▶ **YOUR ASSIGNMENT**
Go through the data below and count every line that has the word "look". Return only the count.

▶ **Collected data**
....................

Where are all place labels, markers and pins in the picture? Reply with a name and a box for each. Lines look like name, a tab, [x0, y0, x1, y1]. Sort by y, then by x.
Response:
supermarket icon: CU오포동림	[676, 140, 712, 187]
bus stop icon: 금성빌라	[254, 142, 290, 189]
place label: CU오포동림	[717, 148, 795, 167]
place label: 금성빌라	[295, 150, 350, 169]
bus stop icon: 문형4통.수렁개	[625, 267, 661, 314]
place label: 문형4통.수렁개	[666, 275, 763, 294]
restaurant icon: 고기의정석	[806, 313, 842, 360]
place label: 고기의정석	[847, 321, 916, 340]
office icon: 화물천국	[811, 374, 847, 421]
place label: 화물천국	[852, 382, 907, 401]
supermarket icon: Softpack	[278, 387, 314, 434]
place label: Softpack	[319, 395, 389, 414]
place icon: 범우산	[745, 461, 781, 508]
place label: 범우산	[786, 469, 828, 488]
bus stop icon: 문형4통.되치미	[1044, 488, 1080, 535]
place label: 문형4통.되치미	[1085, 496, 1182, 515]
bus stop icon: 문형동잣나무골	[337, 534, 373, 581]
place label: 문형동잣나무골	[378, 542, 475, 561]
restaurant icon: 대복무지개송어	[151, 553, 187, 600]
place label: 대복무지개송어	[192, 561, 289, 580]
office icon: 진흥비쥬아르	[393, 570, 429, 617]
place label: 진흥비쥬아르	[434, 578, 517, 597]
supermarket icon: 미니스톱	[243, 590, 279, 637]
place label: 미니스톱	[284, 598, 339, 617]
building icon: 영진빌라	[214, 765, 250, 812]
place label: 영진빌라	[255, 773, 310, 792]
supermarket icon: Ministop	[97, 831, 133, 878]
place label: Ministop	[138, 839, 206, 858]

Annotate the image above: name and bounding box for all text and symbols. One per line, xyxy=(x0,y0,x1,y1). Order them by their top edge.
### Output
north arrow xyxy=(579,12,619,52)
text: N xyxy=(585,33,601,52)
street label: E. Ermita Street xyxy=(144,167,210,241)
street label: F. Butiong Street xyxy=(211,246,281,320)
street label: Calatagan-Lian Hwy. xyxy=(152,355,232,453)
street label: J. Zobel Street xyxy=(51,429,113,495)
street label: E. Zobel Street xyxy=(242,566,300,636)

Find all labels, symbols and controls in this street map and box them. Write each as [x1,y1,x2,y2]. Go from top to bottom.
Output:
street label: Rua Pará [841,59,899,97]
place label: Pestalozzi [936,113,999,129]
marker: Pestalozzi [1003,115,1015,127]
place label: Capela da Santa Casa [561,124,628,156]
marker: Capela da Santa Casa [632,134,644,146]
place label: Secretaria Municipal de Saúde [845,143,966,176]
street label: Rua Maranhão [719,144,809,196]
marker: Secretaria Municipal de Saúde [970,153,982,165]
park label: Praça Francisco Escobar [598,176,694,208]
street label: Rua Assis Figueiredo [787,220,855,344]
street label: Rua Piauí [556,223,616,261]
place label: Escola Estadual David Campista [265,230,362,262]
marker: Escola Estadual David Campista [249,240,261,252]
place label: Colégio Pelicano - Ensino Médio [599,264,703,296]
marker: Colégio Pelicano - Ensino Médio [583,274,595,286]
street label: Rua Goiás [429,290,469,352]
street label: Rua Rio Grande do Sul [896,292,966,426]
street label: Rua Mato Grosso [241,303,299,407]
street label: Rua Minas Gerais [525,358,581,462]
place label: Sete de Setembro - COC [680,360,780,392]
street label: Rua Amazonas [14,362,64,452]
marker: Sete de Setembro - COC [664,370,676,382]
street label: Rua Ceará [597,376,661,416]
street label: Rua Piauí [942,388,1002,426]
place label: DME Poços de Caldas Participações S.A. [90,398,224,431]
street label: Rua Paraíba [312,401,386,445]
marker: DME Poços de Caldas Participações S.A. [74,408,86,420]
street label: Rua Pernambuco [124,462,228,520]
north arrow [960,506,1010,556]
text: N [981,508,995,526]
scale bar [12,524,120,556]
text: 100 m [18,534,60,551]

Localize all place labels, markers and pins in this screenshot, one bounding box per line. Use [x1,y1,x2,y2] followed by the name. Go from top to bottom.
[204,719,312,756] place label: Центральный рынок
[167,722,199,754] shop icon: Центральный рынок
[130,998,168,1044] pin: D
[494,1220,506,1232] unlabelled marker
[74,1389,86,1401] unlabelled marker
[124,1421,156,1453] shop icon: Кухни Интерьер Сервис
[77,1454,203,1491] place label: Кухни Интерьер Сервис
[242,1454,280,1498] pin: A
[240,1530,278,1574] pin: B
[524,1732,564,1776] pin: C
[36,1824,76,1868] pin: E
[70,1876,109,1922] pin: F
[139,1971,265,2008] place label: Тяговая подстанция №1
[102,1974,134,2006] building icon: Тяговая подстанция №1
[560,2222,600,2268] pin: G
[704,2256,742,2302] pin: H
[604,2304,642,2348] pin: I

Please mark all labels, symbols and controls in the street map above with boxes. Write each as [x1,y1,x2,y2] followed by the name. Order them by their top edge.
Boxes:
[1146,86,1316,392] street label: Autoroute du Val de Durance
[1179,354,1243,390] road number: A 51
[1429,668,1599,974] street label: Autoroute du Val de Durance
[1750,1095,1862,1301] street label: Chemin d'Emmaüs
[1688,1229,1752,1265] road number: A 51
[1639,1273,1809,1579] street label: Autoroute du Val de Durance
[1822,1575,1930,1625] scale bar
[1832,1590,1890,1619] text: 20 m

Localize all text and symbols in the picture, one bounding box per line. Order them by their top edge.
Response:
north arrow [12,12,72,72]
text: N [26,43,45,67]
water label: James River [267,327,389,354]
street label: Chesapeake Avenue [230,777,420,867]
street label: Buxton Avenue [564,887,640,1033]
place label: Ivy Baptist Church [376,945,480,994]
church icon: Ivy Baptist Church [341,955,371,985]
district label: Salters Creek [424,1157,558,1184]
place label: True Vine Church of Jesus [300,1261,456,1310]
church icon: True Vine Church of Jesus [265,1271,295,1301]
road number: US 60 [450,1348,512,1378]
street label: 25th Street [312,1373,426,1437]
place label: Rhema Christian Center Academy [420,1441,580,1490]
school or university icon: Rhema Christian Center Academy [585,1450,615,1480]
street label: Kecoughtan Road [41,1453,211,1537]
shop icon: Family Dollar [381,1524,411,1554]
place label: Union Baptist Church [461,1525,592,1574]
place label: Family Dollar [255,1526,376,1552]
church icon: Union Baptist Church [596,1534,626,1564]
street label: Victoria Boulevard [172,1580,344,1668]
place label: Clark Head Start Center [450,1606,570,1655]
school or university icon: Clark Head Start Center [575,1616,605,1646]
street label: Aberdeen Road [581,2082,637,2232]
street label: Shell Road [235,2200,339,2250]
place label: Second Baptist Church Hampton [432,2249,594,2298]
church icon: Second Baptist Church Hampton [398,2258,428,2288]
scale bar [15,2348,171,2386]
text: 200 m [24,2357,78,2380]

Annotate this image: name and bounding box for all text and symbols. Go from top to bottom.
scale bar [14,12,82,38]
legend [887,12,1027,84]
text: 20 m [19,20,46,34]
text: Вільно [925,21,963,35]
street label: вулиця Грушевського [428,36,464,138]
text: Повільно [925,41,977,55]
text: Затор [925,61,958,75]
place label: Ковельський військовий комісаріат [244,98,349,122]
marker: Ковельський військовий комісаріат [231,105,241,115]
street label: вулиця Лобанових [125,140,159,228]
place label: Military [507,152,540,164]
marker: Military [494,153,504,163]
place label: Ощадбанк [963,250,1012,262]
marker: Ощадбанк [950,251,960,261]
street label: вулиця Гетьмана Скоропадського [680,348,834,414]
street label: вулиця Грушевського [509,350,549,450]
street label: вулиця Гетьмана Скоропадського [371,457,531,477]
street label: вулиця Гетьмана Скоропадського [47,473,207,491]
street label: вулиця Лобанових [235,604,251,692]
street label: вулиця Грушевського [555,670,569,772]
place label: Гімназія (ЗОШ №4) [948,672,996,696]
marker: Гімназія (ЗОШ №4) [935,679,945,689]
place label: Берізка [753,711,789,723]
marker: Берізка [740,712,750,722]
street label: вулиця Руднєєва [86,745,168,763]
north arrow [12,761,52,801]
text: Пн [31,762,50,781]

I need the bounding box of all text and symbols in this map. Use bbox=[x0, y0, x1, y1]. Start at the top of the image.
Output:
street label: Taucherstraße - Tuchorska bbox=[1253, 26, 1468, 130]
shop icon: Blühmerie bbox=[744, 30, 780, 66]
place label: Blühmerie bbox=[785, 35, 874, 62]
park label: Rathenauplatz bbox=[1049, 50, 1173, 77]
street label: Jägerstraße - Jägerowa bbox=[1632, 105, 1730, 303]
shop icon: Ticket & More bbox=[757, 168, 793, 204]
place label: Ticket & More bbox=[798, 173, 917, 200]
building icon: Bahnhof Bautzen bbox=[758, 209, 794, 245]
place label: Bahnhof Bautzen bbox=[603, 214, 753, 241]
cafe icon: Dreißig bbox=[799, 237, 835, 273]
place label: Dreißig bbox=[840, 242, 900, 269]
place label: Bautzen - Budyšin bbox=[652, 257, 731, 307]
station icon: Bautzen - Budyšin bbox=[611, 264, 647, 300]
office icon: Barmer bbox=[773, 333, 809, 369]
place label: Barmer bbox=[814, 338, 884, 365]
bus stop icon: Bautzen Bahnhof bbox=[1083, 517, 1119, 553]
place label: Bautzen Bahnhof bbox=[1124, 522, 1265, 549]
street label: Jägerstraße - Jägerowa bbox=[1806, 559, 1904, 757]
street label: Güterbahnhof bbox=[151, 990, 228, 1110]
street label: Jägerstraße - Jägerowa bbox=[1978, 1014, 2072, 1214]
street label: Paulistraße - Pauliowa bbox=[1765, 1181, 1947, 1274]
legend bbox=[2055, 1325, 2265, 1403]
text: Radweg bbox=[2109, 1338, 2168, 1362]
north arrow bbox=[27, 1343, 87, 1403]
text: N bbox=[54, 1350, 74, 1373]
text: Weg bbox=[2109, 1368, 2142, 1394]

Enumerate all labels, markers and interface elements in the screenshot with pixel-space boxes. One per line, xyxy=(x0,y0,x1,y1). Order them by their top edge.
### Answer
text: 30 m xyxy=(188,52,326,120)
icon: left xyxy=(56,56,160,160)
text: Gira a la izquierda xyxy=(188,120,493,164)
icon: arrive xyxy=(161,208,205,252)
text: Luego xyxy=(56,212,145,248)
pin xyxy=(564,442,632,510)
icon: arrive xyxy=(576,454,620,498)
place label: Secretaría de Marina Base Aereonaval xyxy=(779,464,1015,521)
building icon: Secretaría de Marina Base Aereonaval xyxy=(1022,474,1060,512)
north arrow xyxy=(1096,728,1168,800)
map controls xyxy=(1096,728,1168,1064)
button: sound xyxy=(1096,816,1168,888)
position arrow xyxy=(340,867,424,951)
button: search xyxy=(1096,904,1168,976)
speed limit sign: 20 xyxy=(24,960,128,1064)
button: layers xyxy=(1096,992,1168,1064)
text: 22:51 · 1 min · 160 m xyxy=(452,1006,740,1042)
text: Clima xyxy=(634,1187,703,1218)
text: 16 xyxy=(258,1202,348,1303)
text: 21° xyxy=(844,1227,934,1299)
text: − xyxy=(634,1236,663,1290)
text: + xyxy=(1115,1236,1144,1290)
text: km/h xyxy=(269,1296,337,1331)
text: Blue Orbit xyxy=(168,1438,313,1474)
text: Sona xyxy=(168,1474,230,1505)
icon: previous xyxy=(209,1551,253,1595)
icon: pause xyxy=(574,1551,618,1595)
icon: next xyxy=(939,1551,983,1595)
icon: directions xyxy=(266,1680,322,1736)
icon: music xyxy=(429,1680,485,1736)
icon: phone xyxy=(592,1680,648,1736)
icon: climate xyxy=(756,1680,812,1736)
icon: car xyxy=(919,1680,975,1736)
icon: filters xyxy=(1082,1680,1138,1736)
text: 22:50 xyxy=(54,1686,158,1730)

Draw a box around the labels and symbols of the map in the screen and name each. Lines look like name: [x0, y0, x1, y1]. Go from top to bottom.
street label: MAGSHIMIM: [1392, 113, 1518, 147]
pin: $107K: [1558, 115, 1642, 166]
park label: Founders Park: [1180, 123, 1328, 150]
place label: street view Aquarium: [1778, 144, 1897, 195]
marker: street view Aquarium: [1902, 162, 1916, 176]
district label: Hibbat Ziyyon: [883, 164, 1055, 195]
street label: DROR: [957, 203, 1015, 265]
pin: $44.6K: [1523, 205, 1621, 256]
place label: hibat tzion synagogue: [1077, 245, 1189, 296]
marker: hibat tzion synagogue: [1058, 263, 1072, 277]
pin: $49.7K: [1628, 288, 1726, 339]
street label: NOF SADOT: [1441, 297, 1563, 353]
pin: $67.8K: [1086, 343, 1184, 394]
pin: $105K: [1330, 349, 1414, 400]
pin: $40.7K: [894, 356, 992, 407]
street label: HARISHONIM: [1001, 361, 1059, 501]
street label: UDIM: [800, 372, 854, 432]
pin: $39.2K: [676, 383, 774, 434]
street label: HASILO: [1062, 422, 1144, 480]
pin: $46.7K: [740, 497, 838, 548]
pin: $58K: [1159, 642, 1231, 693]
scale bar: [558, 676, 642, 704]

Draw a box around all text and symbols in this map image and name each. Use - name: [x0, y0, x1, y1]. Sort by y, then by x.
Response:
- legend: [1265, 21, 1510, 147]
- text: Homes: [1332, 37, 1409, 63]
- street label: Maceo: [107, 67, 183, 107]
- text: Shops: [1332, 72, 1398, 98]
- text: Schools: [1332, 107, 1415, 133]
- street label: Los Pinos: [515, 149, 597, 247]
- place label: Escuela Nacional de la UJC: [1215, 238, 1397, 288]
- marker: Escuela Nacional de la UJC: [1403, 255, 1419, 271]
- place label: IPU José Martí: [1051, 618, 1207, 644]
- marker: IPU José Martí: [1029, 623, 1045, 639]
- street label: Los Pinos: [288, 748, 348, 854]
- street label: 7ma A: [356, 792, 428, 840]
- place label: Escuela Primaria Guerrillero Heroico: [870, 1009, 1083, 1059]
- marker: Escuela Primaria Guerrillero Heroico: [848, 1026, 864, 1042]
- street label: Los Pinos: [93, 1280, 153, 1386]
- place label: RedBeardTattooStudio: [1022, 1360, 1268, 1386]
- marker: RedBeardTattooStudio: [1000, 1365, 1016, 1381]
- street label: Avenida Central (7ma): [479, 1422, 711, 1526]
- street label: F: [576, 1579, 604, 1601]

....................

▶ **WRITTEN ANSWER**
2